Assignment: Your answer must be the lines from the start of the records through the line with "Convert the page", exactly as written, without the pictures.

Data items:
—————

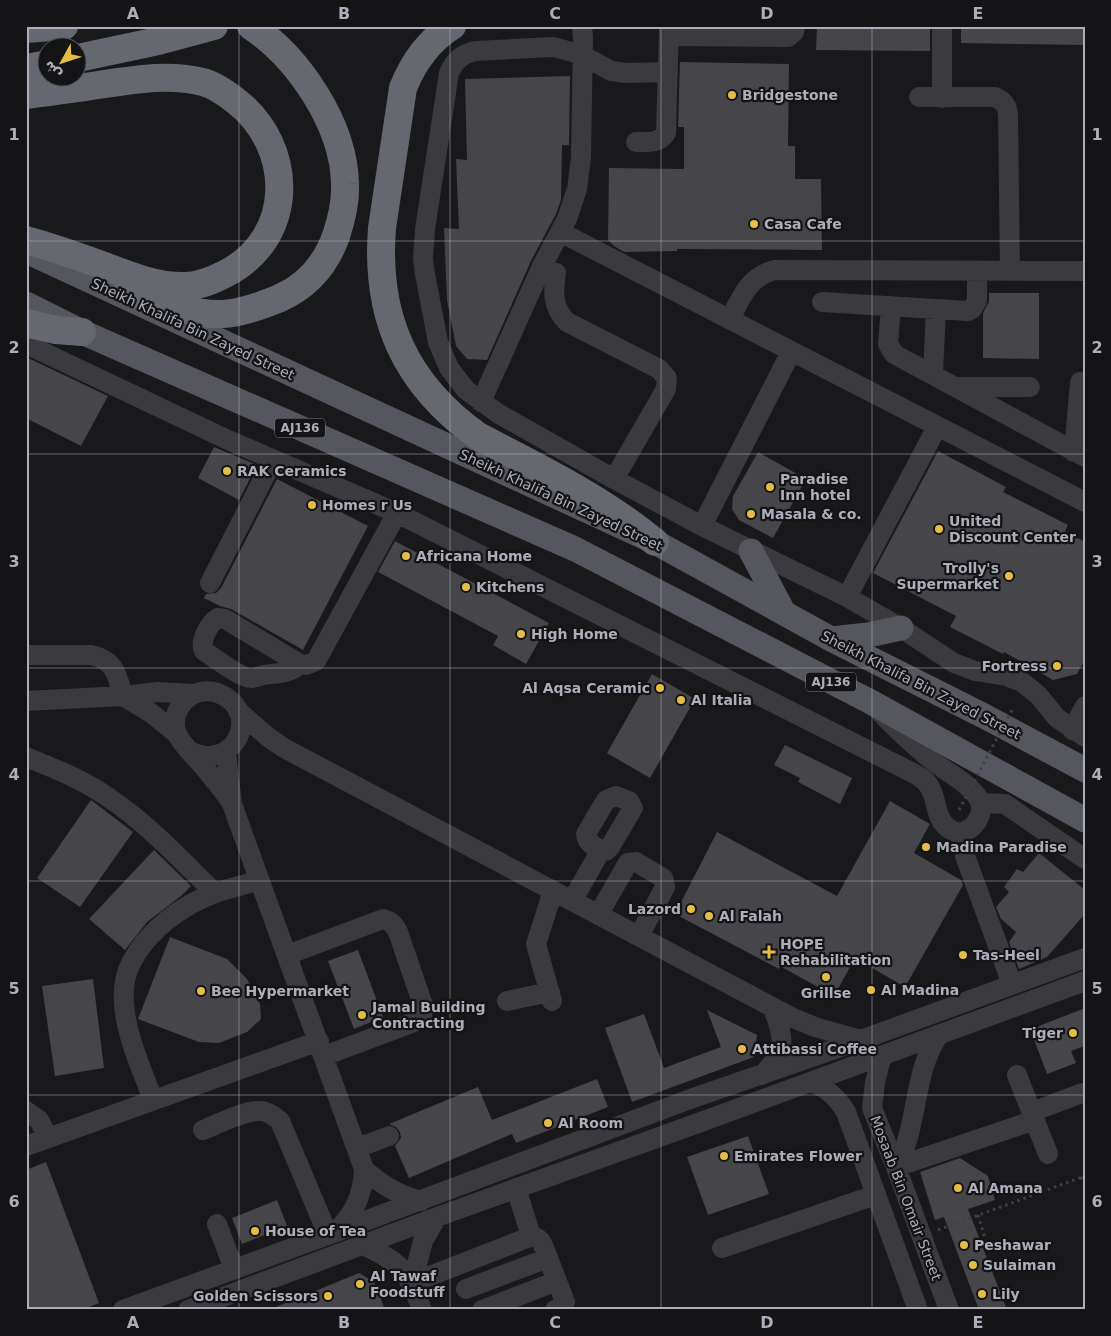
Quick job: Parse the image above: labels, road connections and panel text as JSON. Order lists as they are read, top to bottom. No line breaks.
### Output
{"streets":{"main road":["Sheikh Khalifa Bin Zayed Street","AJ136"],"street":["Mosaab Bin Omair Street"]},"places":{"other":["Bridgestone","Casa Cafe","RAK Ceramics","Paradise Inn hotel","Homes r Us","Masala & co.","United Discount Center","Africana Home","Trolly's Supermarket","Kitchens","High Home","Fortress","Al Aqsa Ceramic","Al Italia","Madina Paradise","Lazord","Al Falah","Tas-Heel","Grillse","Al Madina","Bee Hypermarket","Jamal Building Contracting","Tiger","Attibassi Coffee","Al Room","Emirates Flower","Al Amana","House of Tea","Peshawar","Sulaiman","Al Tawaf Foodstuff","Lily","Golden Scissors"],"health":["HOPE Rehabilitation"]},"north":"bottom left","grid":{"columns":["A","B","C","D","E"],"rows":["1","2","3","4","5","6"]}}
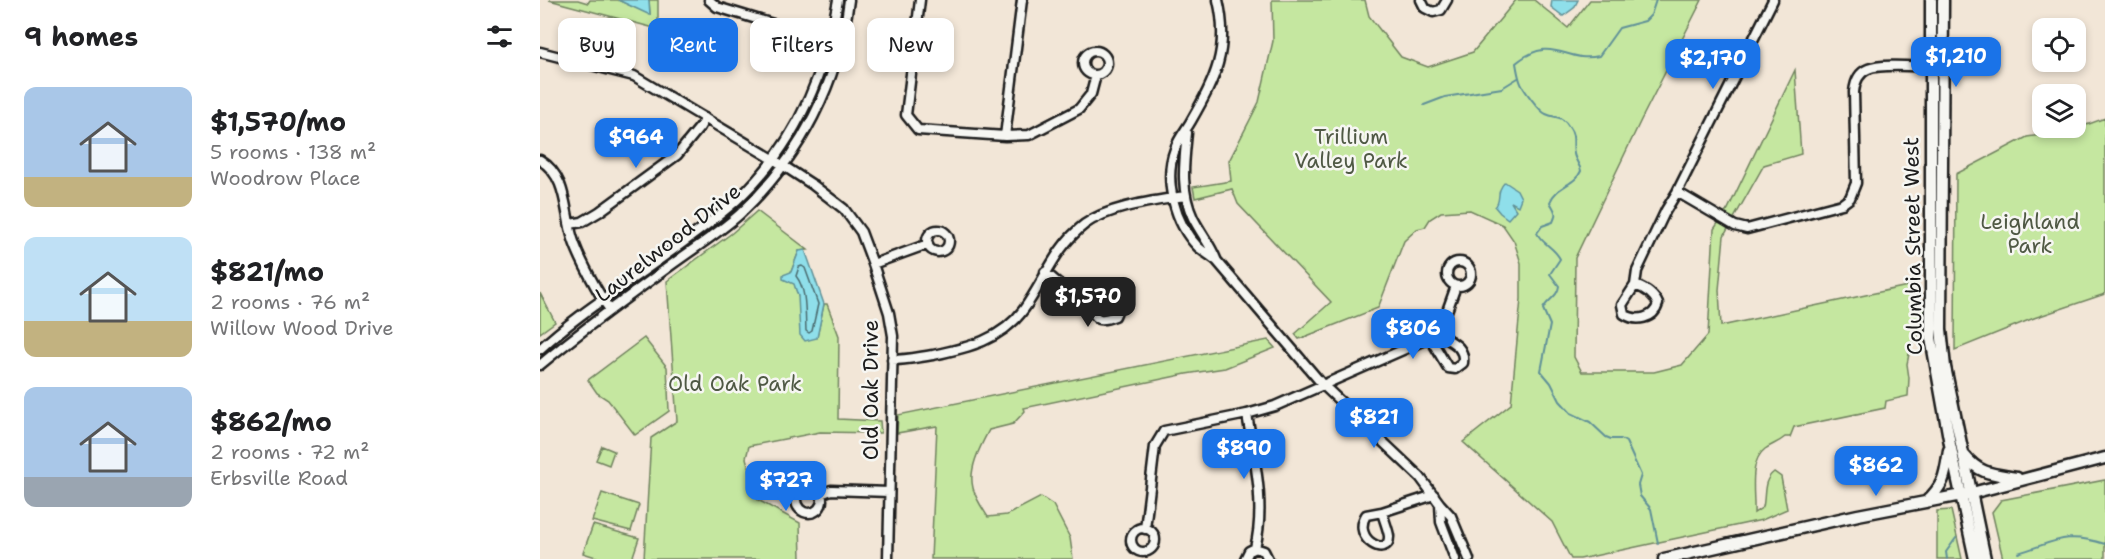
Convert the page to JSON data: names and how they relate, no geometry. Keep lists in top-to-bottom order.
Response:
{
  "streets": {
    "main road": ["Columbia Street West"],
    "street": ["Laurelwood Drive", "Old Oak Drive"]
  },
  "crossings": [
    ["Laurelwood Drive", "Old Oak Drive"]
  ],
  "parks": ["Trillium Valley Park", "Leighland Park", "Old Oak Park"],
  "page": {
    "heading": "9 homes",
    "chip": [
      "Buy",
      "Rent",
      "Filters",
      "New"
    ],
    "price": [
      "$1,210",
      "$2,170",
      "$964",
      "$1,570",
      "$806",
      "$821",
      "$890",
      "$862",
      "$727"
    ],
    "list": [
      {
        "name": "$1,570/mo",
        "note": "5 rooms · 138 m² · Woodrow Place"
      },
      {
        "name": "$821/mo",
        "note": "2 rooms · 76 m² · Willow Wood Drive"
      },
      {
        "name": "$862/mo",
        "note": "2 rooms · 72 m² · Erbsville Road"
      }
    ]
  }
}
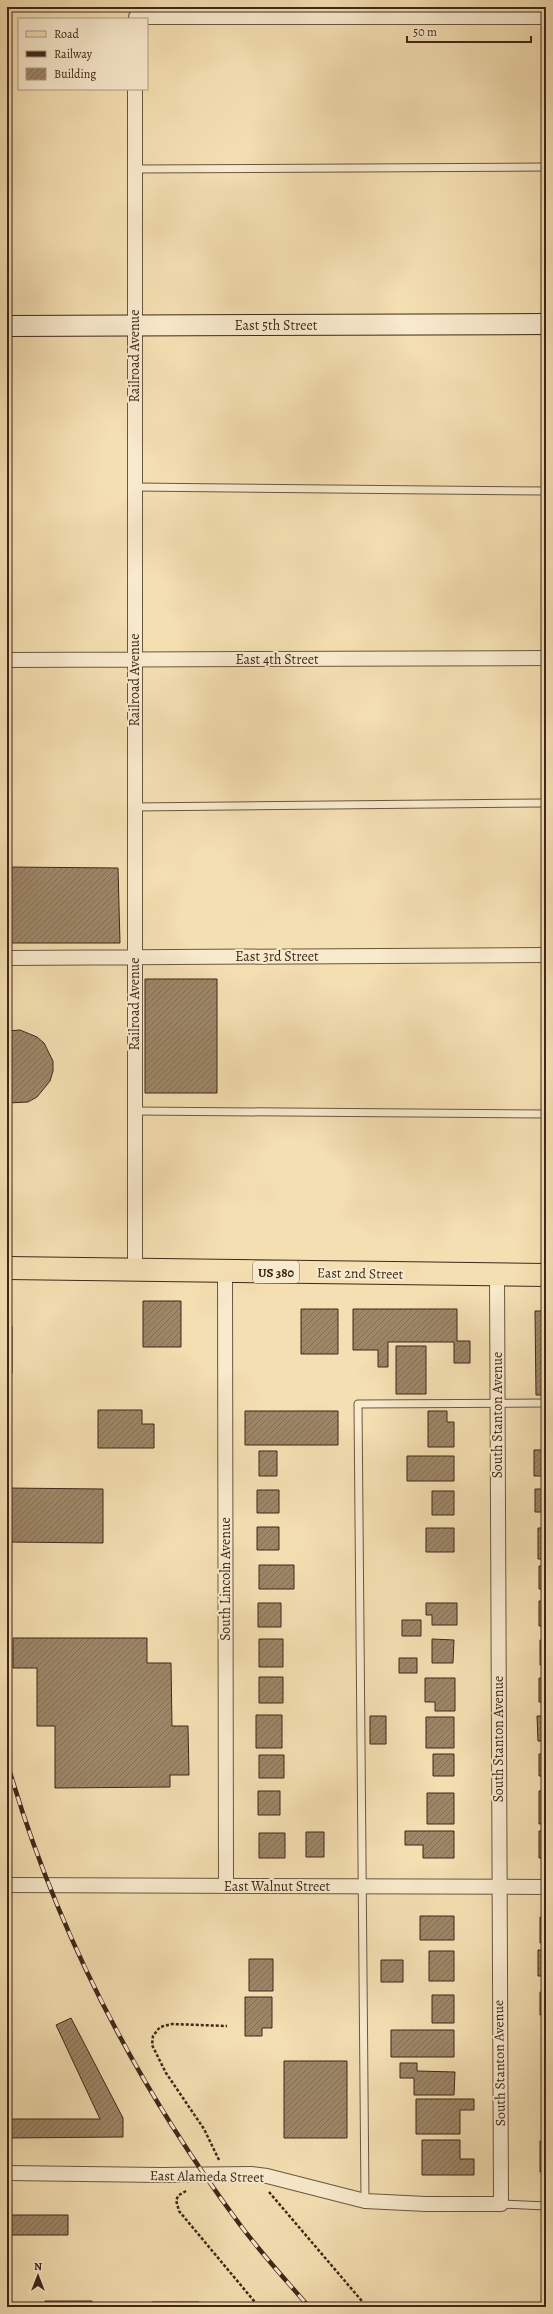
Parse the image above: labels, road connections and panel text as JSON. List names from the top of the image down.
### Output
{
  "streets": {
    "main road": ["US 380", "East 2nd Street"],
    "street": [
      "East 5th Street",
      "Railroad Avenue",
      "East 4th Street",
      "East 3rd Street",
      "South Stanton Avenue",
      "South Lincoln Avenue",
      "East Walnut Street",
      "East Alameda Street"
    ]
  },
  "crossings": [
    ["East 5th Street", "Railroad Avenue"],
    ["Railroad Avenue", "East 4th Street"],
    ["Railroad Avenue", "East 3rd Street"],
    ["Railroad Avenue", "East 2nd Street"],
    ["East 2nd Street", "South Stanton Avenue"],
    ["East 2nd Street", "South Lincoln Avenue"],
    ["South Stanton Avenue", "East Walnut Street"],
    ["South Stanton Avenue", "East Alameda Street"],
    ["South Lincoln Avenue", "East Walnut Street"]
  ],
  "legend": ["Road", "Railway", "Building"],
  "scale_bar": "50 m",
  "north": "top"
}
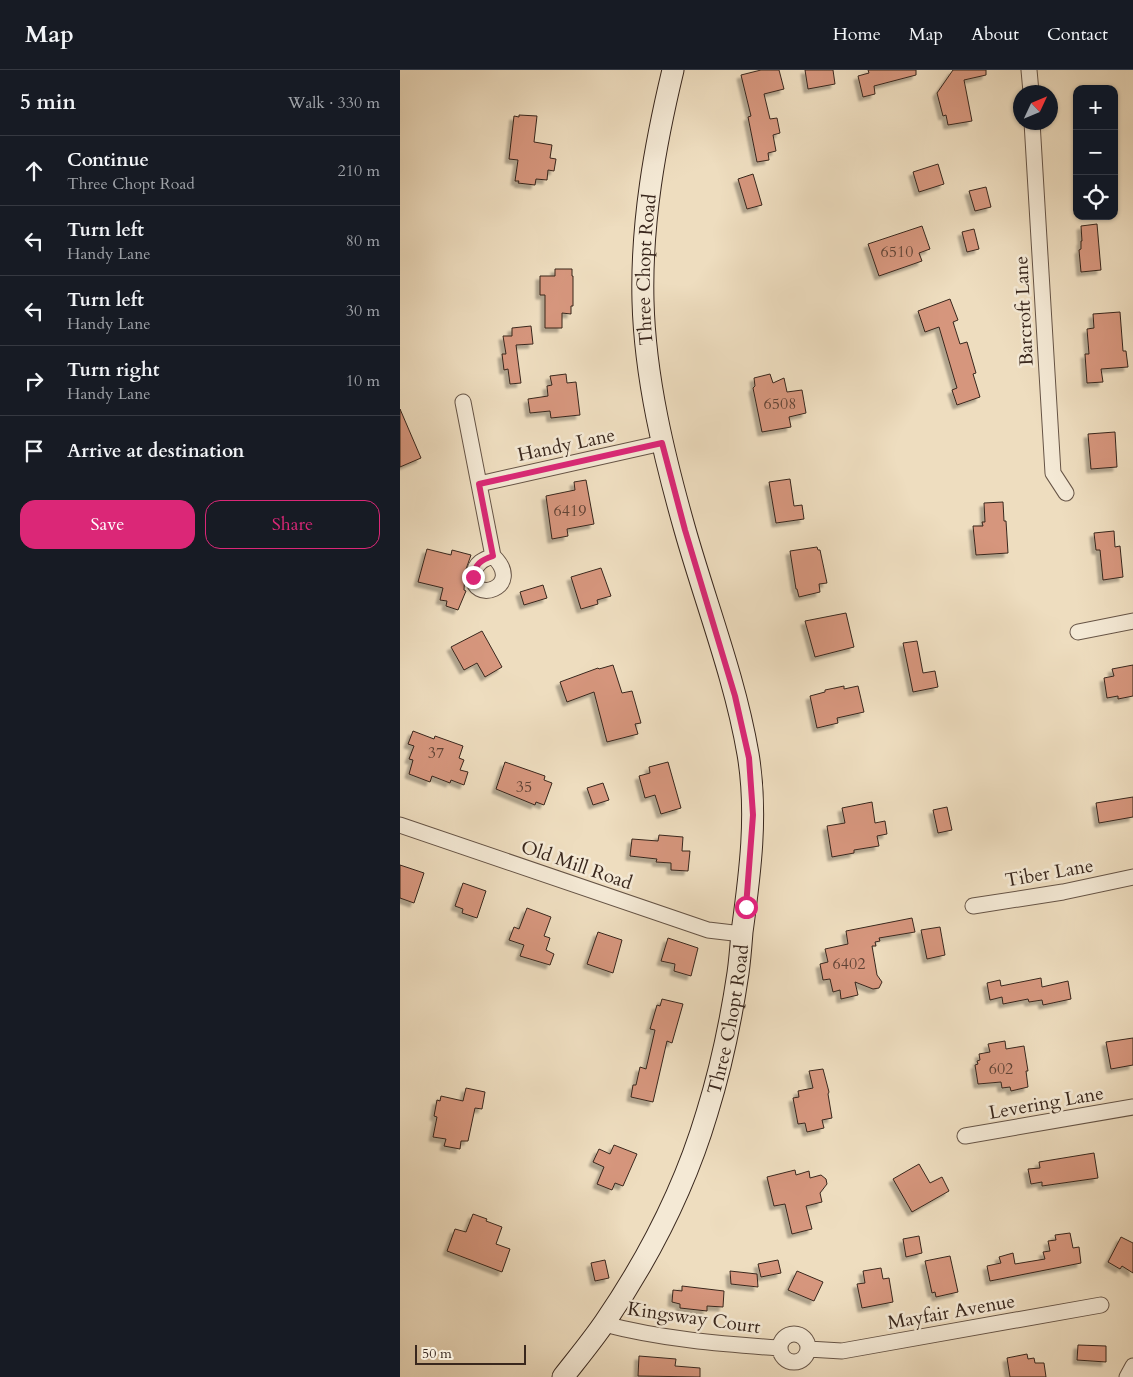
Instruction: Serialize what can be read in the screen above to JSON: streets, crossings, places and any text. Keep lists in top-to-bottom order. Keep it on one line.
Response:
{"streets":{"main road":["Three Chopt Road"],"street":["Barcroft Lane","Handy Lane","Old Mill Road","Tiber Lane","Levering Lane","Mayfair Avenue","Kingsway Court"]},"crossings":[["Three Chopt Road","Handy Lane"],["Three Chopt Road","Old Mill Road"],["Three Chopt Road","Kingsway Court"],["Mayfair Avenue","Kingsway Court"]],"house_numbers":["6510","6508","6419","37","35","6402","602"],"scale_bar":"50 m","north":"top right","page":{"header":"Map","nav":["Home","Map","About","Contact"],"heading":["5 min","Walk · 330 m"],"map_buttons":["+","−"],"list":[["Continue","Three Chopt Road","210 m"],["Turn left","Handy Lane","80 m"],["Turn left","Handy Lane","30 m"],["Turn right","Handy Lane","10 m"],"Arrive at destination"],"buttons":["Save","Share"],"scale":"50 m"}}
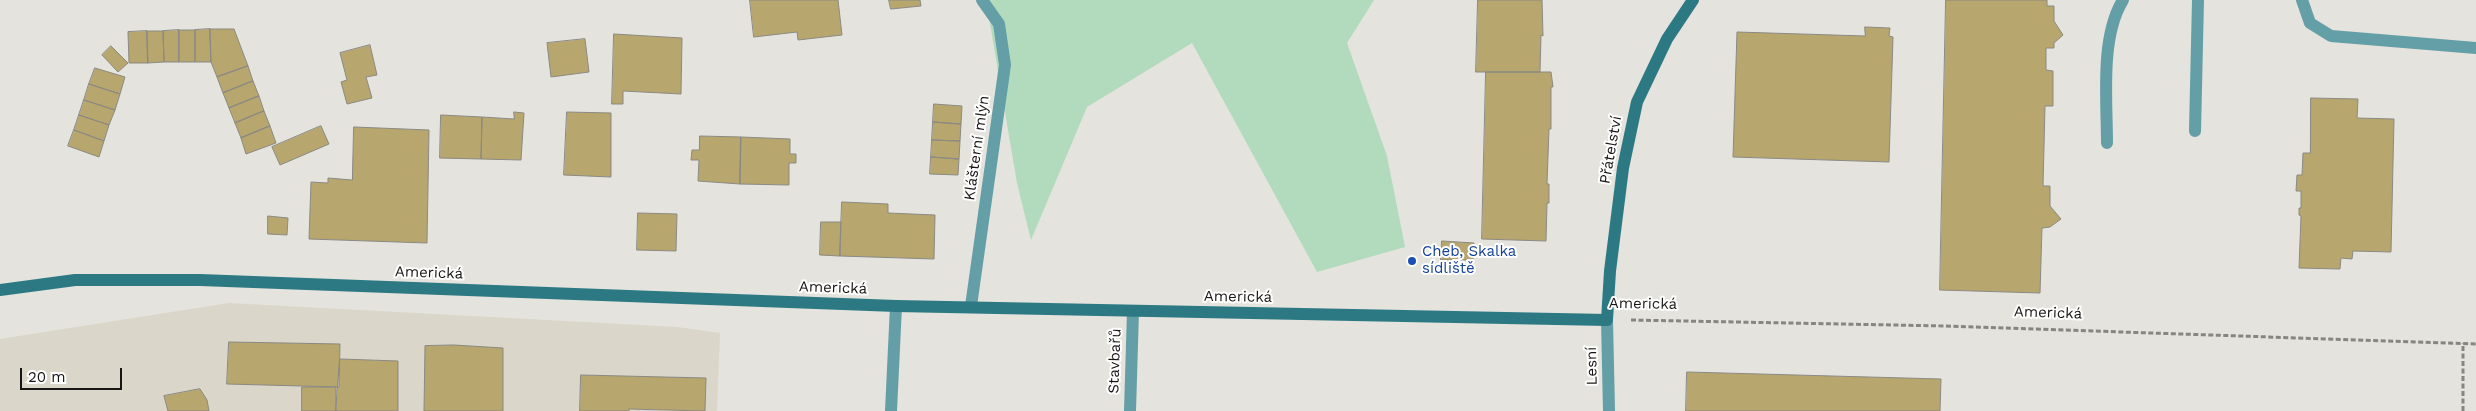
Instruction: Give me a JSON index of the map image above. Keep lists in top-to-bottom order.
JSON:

—————

Response area:
Quick job: Parse the image above: labels, road connections and panel text as JSON. Order lists as they are read, top to bottom. No line breaks.
### Output
{"streets":{"main road":["Sheikh Khalifa Bin Zayed Street","AJ136"],"street":["Mosaab Bin Omair Street"]},"places":{"other":["Bridgestone","Casa Cafe","RAK Ceramics","Paradise Inn hotel","Homes r Us","Masala & co.","United Discount Center","Africana Home","Trolly's Supermarket","Kitchens","High Home","Fortress","Al Aqsa Ceramic","Al Italia","Madina Paradise","Lazord","Al Falah","Tas-Heel","Grillse","Al Madina","Bee Hypermarket","Jamal Building Contracting","Tiger","Attibassi Coffee","Al Room","Emirates Flower","Al Amana","House of Tea","Peshawar","Sulaiman","Al Tawaf Foodstuff","Lily","Golden Scissors"],"health":["HOPE Rehabilitation"]},"north":"bottom left","grid":{"columns":["A","B","C","D","E"],"rows":["1","2","3","4","5","6"]}}
Convert the page to JSON data: names and how they relate, no geometry. Keep lists in top-to-bottom order.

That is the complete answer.